Shipping Movements in the Ports of the United Kingdom, 1871-1913
Armstrong, John, The Journal of Transport History
David J. Starkey (ed.), Shipping Movements in the Ports of the United Kingdom, 1871-1913: a statistical profile, University of Exeter Press, Exeter (1999), 396 pp., 45.00.
The heart of this book is a huge set of tables. They demonstrate the level of activity of the British shipping industry in the later nineteenth century. There are two types of table. The first gives, for each customs port of the UK, in alphabetical order, the registered tonnage of arriving and departing vessels, broken down by the part of the world they came from, or were going to. Some words of explanation may be needed. First, customs ports are stretches of coast rather than a particular town or village, and so small harbours may not have a separate entry but are incorporated into a nearby larger port. Secondly, the tonnage figures are not of cargo carried or even of cargo-carrying capacity but the registered tonnage of the ships. Thirdly, the origins and destinations of ships are not specific countries but broad geographical regions such as northern Europe or South America. The tables give the figures for every fifth year from 1871 to 1906 inclusive. In addition there are aggregate tables giving the total tonnage for the three separate constituents of the United Kingdom (England and Wales, Scotland and Ireland) and for the kingdom as a whole.

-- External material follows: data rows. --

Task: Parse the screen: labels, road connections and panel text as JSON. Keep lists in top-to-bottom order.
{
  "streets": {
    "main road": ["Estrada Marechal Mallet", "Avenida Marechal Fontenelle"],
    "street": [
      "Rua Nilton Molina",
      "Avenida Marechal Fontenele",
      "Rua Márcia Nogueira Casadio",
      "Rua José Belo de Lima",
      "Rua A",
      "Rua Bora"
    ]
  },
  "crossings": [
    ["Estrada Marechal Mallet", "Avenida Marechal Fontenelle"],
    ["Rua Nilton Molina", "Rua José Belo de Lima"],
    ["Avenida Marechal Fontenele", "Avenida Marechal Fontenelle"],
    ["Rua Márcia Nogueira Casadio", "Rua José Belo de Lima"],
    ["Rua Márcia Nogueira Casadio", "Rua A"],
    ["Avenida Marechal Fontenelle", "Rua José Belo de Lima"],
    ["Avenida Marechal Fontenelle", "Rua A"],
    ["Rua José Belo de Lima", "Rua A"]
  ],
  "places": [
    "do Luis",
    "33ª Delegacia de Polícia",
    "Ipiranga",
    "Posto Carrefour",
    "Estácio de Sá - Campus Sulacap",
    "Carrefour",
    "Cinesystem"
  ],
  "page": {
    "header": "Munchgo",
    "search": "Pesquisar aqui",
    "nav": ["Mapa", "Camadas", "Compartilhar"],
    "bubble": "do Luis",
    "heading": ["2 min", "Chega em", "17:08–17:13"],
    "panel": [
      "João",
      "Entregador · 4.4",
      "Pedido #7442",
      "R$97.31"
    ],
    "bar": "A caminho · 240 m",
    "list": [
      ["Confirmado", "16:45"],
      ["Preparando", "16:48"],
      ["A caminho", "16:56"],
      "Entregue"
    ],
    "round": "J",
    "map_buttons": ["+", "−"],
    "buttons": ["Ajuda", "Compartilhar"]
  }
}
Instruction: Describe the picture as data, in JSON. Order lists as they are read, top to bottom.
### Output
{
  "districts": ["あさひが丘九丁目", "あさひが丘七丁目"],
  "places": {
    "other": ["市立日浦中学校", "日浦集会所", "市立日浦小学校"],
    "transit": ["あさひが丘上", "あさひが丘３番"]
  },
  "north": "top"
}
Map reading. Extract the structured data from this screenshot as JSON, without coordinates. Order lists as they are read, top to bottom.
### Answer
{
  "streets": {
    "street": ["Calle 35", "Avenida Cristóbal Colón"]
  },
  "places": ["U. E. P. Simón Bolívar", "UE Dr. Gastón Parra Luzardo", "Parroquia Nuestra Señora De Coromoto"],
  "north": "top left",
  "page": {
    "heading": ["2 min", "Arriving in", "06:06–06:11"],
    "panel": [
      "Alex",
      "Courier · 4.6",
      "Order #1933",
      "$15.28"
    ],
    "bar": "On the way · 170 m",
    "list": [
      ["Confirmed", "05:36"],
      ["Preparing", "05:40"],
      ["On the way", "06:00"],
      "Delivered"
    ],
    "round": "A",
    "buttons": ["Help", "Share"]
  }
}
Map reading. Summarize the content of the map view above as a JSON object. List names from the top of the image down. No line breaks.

The second set of tables record ship movements in each customs port in the UK for every year of the period 1873-1913. They state the number of ships, and their registered tonnage, entering and departing from each customs port, showing the foreign and coastal trades separately, and distinguishing those ships with cargo and the total of those with cargo and in ballast, so by subtraction the statistics of empty ships can be calculated. In addition, for every fifth year from 1876 to 1911, steamship numbers and tonnage are distinguished from sailing ships, so that the differential spread of steam technology in different ports can be monitored. There are also tables of the total number and tonnage of ships for each of England and Wales, Scotland and Ireland, for the UK as a whole and also for the Isle of Man and the Channel Islands, though there is no coastal trade for the last-named as they were deemed not to engage in it. …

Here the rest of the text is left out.